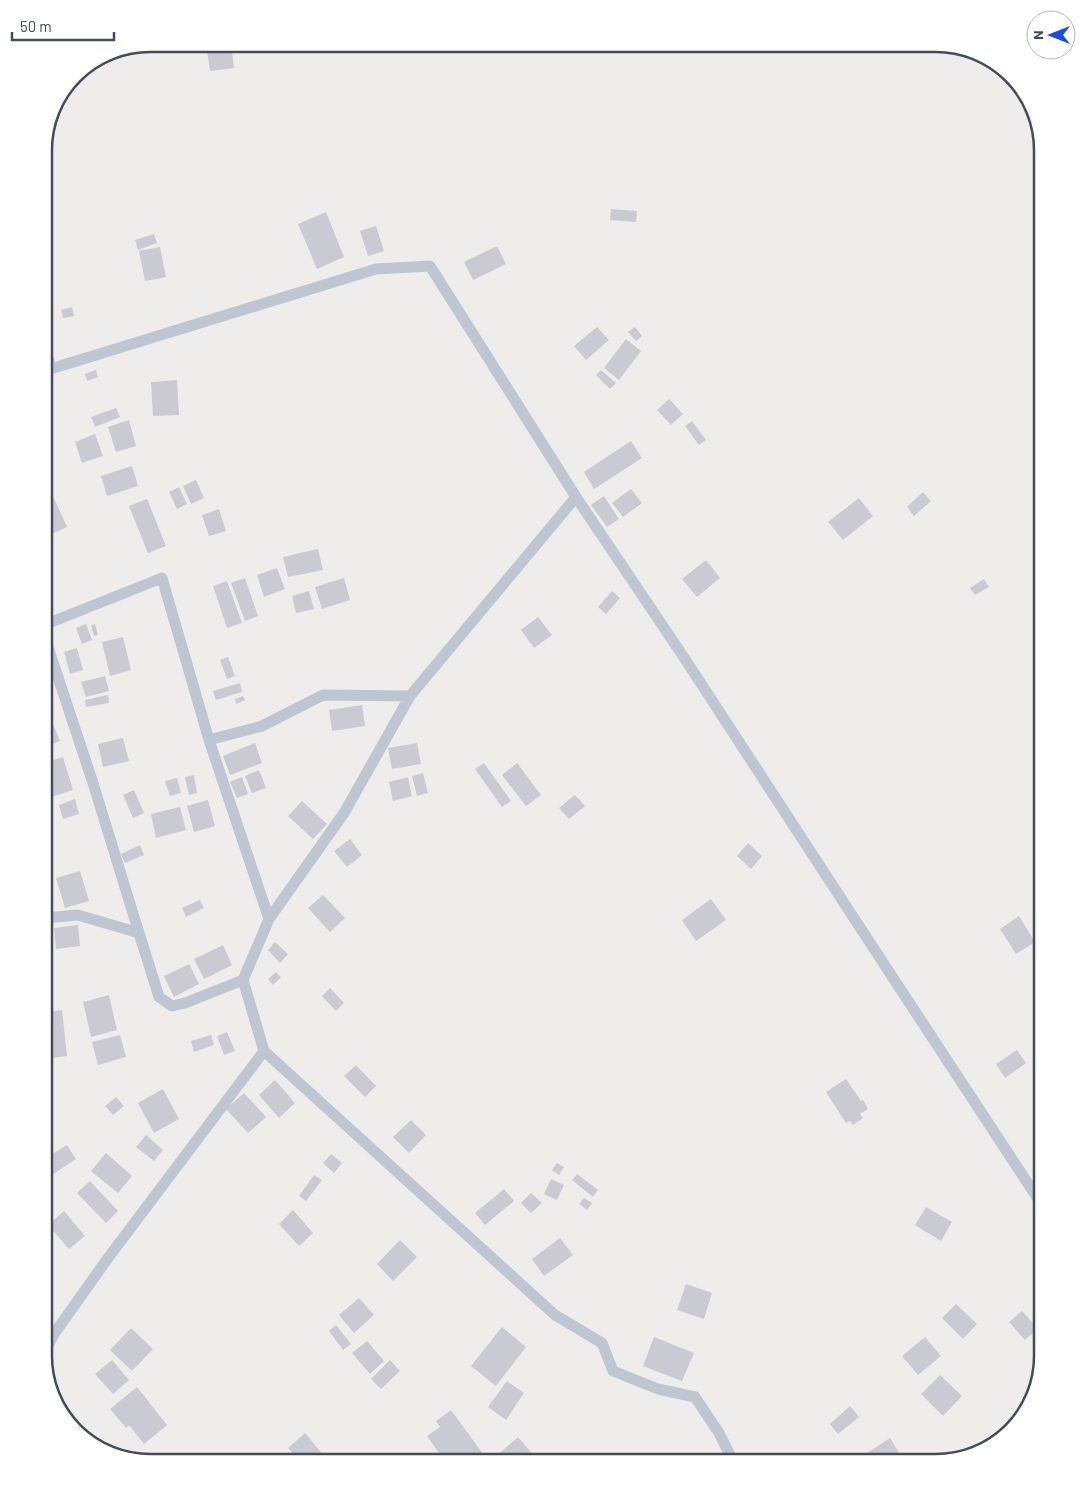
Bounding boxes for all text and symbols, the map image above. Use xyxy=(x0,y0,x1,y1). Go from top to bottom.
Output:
scale bar xyxy=(12,10,115,42)
north arrow xyxy=(1026,10,1076,60)
text: 50 m xyxy=(20,17,52,35)
text: N xyxy=(1029,30,1046,40)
********
TASK TO CARRY OUT:
Without changing a single word, set down all of the material again and leave out its pictures.

RESULT:
Bounding boxes for all text and symbols, the map image above. Use xyxy=(x0,y0,x1,y1). Go from top to bottom.
Output:
scale bar xyxy=(12,10,115,42)
north arrow xyxy=(1026,10,1076,60)
text: 50 m xyxy=(20,17,52,35)
text: N xyxy=(1029,30,1046,40)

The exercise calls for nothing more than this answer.